TASK DIRECTIONS:
Exactly as they appear below, repeat the lines from the one with "M728 132 740" through the one with "M680 1000 694 1038", and no others.

GIVEN DATA:
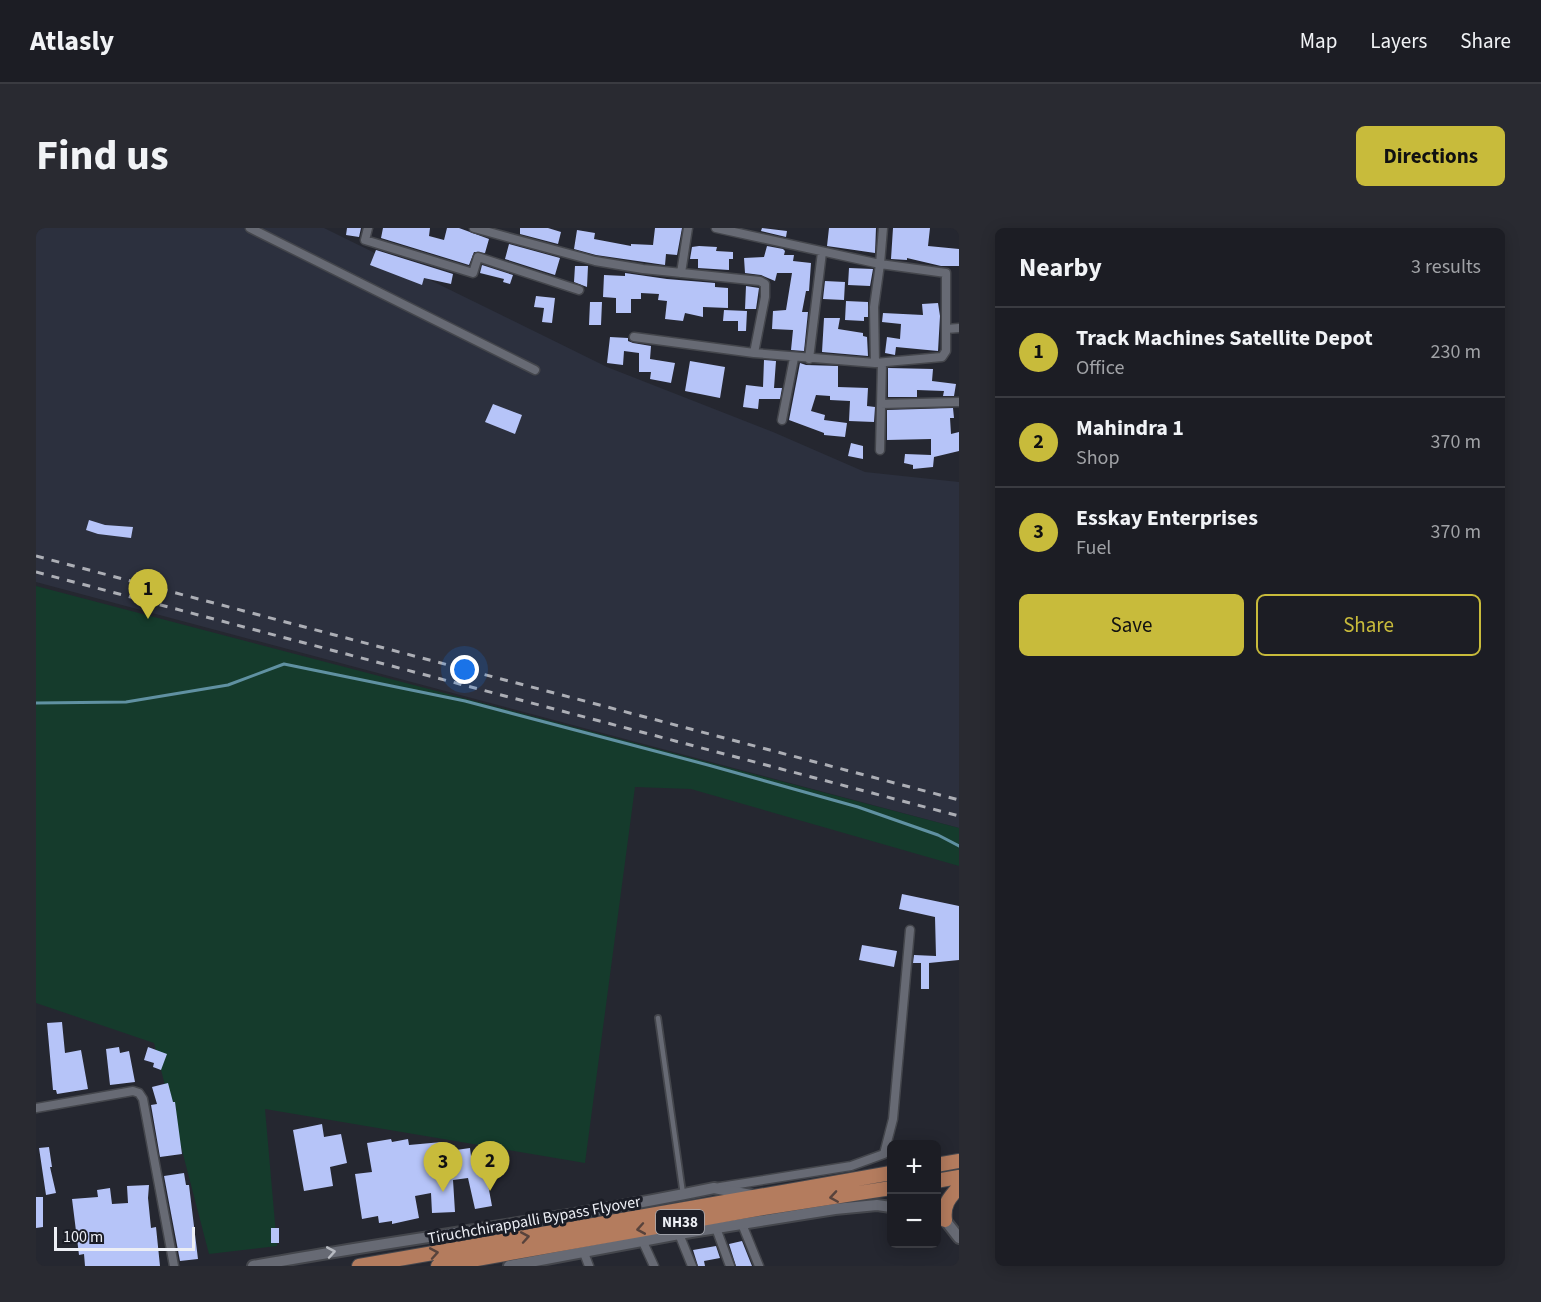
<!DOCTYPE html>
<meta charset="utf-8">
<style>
:root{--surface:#1c1d24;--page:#292a31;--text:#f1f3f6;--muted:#a0a2a6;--line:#3a3b41;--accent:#c8bb3b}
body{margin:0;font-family:"Source Sans 3",sans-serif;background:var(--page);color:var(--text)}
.controls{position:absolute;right:18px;bottom:18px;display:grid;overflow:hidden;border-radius:9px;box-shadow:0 3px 15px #0003}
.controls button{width:54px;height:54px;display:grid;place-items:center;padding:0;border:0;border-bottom:2px solid var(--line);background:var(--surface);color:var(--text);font:30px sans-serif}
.scale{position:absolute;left:18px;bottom:15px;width:141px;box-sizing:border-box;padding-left:6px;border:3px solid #edeff5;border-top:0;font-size:16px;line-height:21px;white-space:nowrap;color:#edeff5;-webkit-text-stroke:4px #1b1d26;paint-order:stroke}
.you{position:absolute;left:429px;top:442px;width:21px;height:21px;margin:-15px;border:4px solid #fff;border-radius:50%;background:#1a73e8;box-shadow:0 0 0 9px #1a73e833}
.badge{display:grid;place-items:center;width:39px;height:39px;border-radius:50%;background:var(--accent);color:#111;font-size:20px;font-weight:700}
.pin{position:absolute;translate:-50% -50px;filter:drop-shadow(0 2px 3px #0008)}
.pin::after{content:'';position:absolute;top:32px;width:21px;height:18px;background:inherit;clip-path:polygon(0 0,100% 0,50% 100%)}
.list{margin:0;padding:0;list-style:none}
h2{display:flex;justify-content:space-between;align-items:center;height:78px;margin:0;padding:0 24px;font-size:26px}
h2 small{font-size:20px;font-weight:400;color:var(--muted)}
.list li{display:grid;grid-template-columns:39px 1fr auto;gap:18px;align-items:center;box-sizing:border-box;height:90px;padding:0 24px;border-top:2px solid var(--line)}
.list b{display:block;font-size:22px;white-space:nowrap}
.list p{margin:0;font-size:20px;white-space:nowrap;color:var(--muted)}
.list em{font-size:20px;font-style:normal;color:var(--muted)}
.actions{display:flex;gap:12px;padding:18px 24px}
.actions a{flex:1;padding:14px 0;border:2px solid var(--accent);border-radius:9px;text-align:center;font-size:21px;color:var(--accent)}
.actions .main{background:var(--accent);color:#111}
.map{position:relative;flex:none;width:923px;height:1038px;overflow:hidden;border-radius:9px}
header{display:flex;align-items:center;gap:36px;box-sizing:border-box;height:84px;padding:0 30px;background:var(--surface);border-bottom:2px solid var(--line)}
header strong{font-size:28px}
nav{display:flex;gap:33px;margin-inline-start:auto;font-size:21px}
.intro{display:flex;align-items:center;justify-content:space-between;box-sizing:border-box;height:144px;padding:0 36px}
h1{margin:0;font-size:42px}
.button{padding:15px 27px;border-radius:9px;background:var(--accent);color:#111;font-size:21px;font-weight:700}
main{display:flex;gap:36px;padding:0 36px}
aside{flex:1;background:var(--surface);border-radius:9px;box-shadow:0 3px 15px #0003}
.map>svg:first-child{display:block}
</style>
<header>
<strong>Atlasly</strong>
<nav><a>Map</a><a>Layers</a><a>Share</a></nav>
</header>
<div class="intro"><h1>Find us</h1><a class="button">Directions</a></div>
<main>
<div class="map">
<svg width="923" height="1038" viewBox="0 0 923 1038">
<rect width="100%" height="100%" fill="#252730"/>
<path fill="#2c303e" d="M0 0H288L571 139 737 204 829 244 923 254V600L0 354Z"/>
<path fill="#153b2c" d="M0 358 923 600V638L655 561 599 559 549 935 229 881 241 1018 173 1026 118 815 0 775Z"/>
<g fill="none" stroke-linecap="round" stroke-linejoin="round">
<path stroke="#6091a2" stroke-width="3" d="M0 475 90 474 192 457 248 436 429 473 672 537 822 579 902 607 923 618"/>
</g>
<path fill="#b6c4f8" d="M311 0H325L323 9 310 7Z
M347 0H394L393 8 408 12 411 0H423L453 11 449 25 438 24 433 37 345 10Z
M484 0H512L525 4 522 16 484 6Z
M619 0H646L641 27 630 26 629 37 560 27 538 21 541 2 559 5 558 11 595 18V16L617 17Z
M726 0 751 3 750 9 725 3Z
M793 0H840L839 25 791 18Z
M857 0H894L892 18 923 21V38H905L871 30V32L855 31Z
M473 16 524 30 519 47 469 31Z
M663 18 681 19 680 23 697 24V31H693V42L662 40V31H654L656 19Z
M731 18 747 21 749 23 748 27H758L757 33 775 35 773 63H770L766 84H772L768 123 755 122 757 102 736 101 737 83 750 82 756 45H741L739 53 725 47 709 45 708 30 728 29Z
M340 22 417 46 415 56 388 50 386 57 334 37Z
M446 37 477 47 474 56 467 54 468 51 444 45Z
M539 38H552L551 59 538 54Z
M813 40 837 41 834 58 812 57Z
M589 45 631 51 679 55V59L692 60V80L667 79V89L649 85 647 93 629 91 631 73 622 72 623 66 605 65V71H595V85H580V70L567 69 568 47 589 48Z
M789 53 809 54 808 72 787 71Z
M710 58 723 60 720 81H709Z
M500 68 519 70 516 95 506 94 508 80 498 79Z
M810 73 832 74V89H828V93L809 92Z
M554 74H566L565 97H553Z
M902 75 904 88 902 123 860 119 859 127 849 125 851 109 864 111 865 96 846 94 847 85 887 87 886 76Z
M688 82 711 83 710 103H702V93H687Z
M788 90H804L802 101 827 105V108L831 109 832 128 786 124Z
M574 109 592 110V113L597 115 615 118 614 131 639 135 635 155 614 151 615 144H603V125L588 123 587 137 571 135Z
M728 132 740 133 738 160H746L744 171H723L722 181 707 179 710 157 727 159Z
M654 133 689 139 684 170 649 163Z
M764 135 770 137 802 138V159L832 160 831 178 839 179 838 194 813 193 814 173 794 172V168L780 167 775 183 789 187 788 192 811 195 809 209 788 207V205L753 192Z
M852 140 897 141 896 153 920 156 918 168H907L908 163 881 162V169H852Z
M457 176 486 187 479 206 449 194Z
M917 180 918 190H914L915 206 923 204V223L898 229 897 239 877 241V237L868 235 869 226 895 227V211L851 212V182Z
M815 215 827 218V231L812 228Z
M53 292 69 297 97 299 95 310 62 306 50 302Z
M866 666 923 678V732L893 735V761H885V735H877L878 727 900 728 899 689 863 681Z
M826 717 861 723 858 739 823 732Z
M26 794 29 825 45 822 52 861 21 866 20 862H17L11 795Z
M83 819 84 825 93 823 99 854 74 857 70 821Z
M112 819 131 826 125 842 117 839 118 835 108 832Z
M132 855 137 874H139L146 926 124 929 115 877 121 876 116 859Z
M286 896 288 909 305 906 311 935 294 939 297 958 268 963 257 902Z
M355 911 356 914 372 911 373 917 406 914V924L434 920 436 936 448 935 456 978 439 981 432 950 417 952 419 984 396 985 395 965 379 968 383 990 356 996V993L343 995 342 988 326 991 319 946 336 944 331 915Z
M13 919 16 939H14L20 965 10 967 3 920Z
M148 945 150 957H153L162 1031 144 1033 128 948Z
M113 957 112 970 115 1000 120 999 124 1038H49L48 1026 43 1027 36 971 62 969 61 962 74 960 76 976 92 975 91 958Z
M0 969H7V999L0 1000Z
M235 1000H243V1015H235Z
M706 1013 716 1038H700L693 1016Z
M680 1018 684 1030 668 1033 669 1038H662L657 1022Z"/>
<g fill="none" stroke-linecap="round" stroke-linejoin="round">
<defs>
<path id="service" d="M622 790 647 966"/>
<path id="minor" d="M214 0 499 142
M332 0 329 12 437 45 442 29 543 62
M438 0 559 33 607 41 724 53 729 56V69L718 125 839 135
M680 0 844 36 838 79 839 135 906 129 910 123V101
M847 0 844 36 910 45V101L923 100
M645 45 652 0
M598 109 718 125
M773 131 786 24
M845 176 922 174
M746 192 758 130
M844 222 846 135
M0 880 97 863 103 865 107 871 138 1038
M684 959 815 938 848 926 857 891 874 702
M706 996 723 1038
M680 1000 694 1038
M643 1006 656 1038
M607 1014 618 1038
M548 1025 553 1038"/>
<path id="tertiary" d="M900 989 909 992 923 1010
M217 1038C370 1010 525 992 678 960L715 967
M473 1038 643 1006 799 981 841 977 855 979"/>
<path id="trunk" d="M900 937 923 933
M900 953 923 949
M909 992C907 977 913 970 923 959
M323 1038 855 945
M402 1038 727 980 855 960"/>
</defs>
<use href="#service" stroke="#44464c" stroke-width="8"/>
<use href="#minor" stroke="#44464c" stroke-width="11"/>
<use href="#tertiary" stroke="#44464c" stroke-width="14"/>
<use href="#trunk" stroke="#44464c" stroke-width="16"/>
<use href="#service" stroke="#676a74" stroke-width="4.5"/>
<use href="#minor" stroke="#676a74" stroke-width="8"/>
<use href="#tertiary" stroke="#676a74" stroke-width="10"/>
<use href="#trunk" stroke="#b47c5e" stroke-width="14"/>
<path stroke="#acaeb5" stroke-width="3" stroke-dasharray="8 8" stroke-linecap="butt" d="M0 328 923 572
M0 344 923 588"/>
</g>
<defs><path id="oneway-chevron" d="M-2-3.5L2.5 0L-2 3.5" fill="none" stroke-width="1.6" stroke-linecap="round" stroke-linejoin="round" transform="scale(1.5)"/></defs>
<g stroke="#58433c">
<use href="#oneway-chevron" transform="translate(798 969) rotate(171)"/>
<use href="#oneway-chevron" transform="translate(605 1001) rotate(170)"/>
<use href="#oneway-chevron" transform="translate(489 1009) rotate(-10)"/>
<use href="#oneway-chevron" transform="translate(398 1025) rotate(-10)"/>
</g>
<use stroke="#b7bac1" href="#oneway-chevron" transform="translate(295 1024) rotate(-10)"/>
<g text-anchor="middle" stroke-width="6" stroke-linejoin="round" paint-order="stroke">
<rect fill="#1b1d26" stroke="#aeb0b7" stroke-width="1.5" x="620" y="982" width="48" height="24" rx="4.5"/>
<g font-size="15" font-weight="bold" fill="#edeff5">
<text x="644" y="999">NH38</text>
</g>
<g font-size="16" fill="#edeff5" stroke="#1b1d26">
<text transform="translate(498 991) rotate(-10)" y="6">Tiruchchirappalli Bypass Flyover</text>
</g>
</g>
</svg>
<div class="controls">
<button>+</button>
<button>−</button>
</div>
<div class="scale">100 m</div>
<div class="you"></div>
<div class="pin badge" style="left:112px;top:391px">1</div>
<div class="pin badge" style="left:454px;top:963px">2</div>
<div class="pin badge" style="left:407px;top:964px">3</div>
</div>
<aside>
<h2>Nearby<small>3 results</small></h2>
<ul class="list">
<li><span class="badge">1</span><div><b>Track Machines Satellite Depot</b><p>Office</p></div><em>230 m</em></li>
<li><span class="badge">2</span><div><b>Mahindra 1</b><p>Shop</p></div><em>370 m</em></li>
<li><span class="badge">3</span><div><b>Esskay Enterprises</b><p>Fuel</p></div><em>370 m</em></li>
</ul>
<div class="actions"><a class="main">Save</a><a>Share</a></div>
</aside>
</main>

TASK RESULT:
M728 132 740 133 738 160H746L744 171H723L722 181 707 179 710 157 727 159Z
M654 133 689 139 684 170 649 163Z
M764 135 770 137 802 138V159L832 160 831 178 839 179 838 194 813 193 814 173 794 172V168L780 167 775 183 789 187 788 192 811 195 809 209 788 207V205L753 192Z
M852 140 897 141 896 153 920 156 918 168H907L908 163 881 162V169H852Z
M457 176 486 187 479 206 449 194Z
M917 180 918 190H914L915 206 923 204V223L898 229 897 239 877 241V237L868 235 869 226 895 227V211L851 212V182Z
M815 215 827 218V231L812 228Z
M53 292 69 297 97 299 95 310 62 306 50 302Z
M866 666 923 678V732L893 735V761H885V735H877L878 727 900 728 899 689 863 681Z
M826 717 861 723 858 739 823 732Z
M26 794 29 825 45 822 52 861 21 866 20 862H17L11 795Z
M83 819 84 825 93 823 99 854 74 857 70 821Z
M112 819 131 826 125 842 117 839 118 835 108 832Z
M132 855 137 874H139L146 926 124 929 115 877 121 876 116 859Z
M286 896 288 909 305 906 311 935 294 939 297 958 268 963 257 902Z
M355 911 356 914 372 911 373 917 406 914V924L434 920 436 936 448 935 456 978 439 981 432 950 417 952 419 984 396 985 395 965 379 968 383 990 356 996V993L343 995 342 988 326 991 319 946 336 944 331 915Z
M13 919 16 939H14L20 965 10 967 3 920Z
M148 945 150 957H153L162 1031 144 1033 128 948Z
M113 957 112 970 115 1000 120 999 124 1038H49L48 1026 43 1027 36 971 62 969 61 962 74 960 76 976 92 975 91 958Z
M0 969H7V999L0 1000Z
M235 1000H243V1015H235Z
M706 1013 716 1038H700L693 1016Z
M680 1018 684 1030 668 1033 669 1038H662L657 1022Z"/>
<g fill="none" stroke-linecap="round" stroke-linejoin="round">
<defs>
<path id="service" d="M622 790 647 966"/>
<path id="minor" d="M214 0 499 142
M332 0 329 12 437 45 442 29 543 62
M438 0 559 33 607 41 724 53 729 56V69L718 125 839 135
M680 0 844 36 838 79 839 135 906 129 910 123V101
M847 0 844 36 910 45V101L923 100
M645 45 652 0
M598 109 718 125
M773 131 786 24
M845 176 922 174
M746 192 758 130
M844 222 846 135
M0 880 97 863 103 865 107 871 138 1038
M684 959 815 938 848 926 857 891 874 702
M706 996 723 1038
M680 1000 694 1038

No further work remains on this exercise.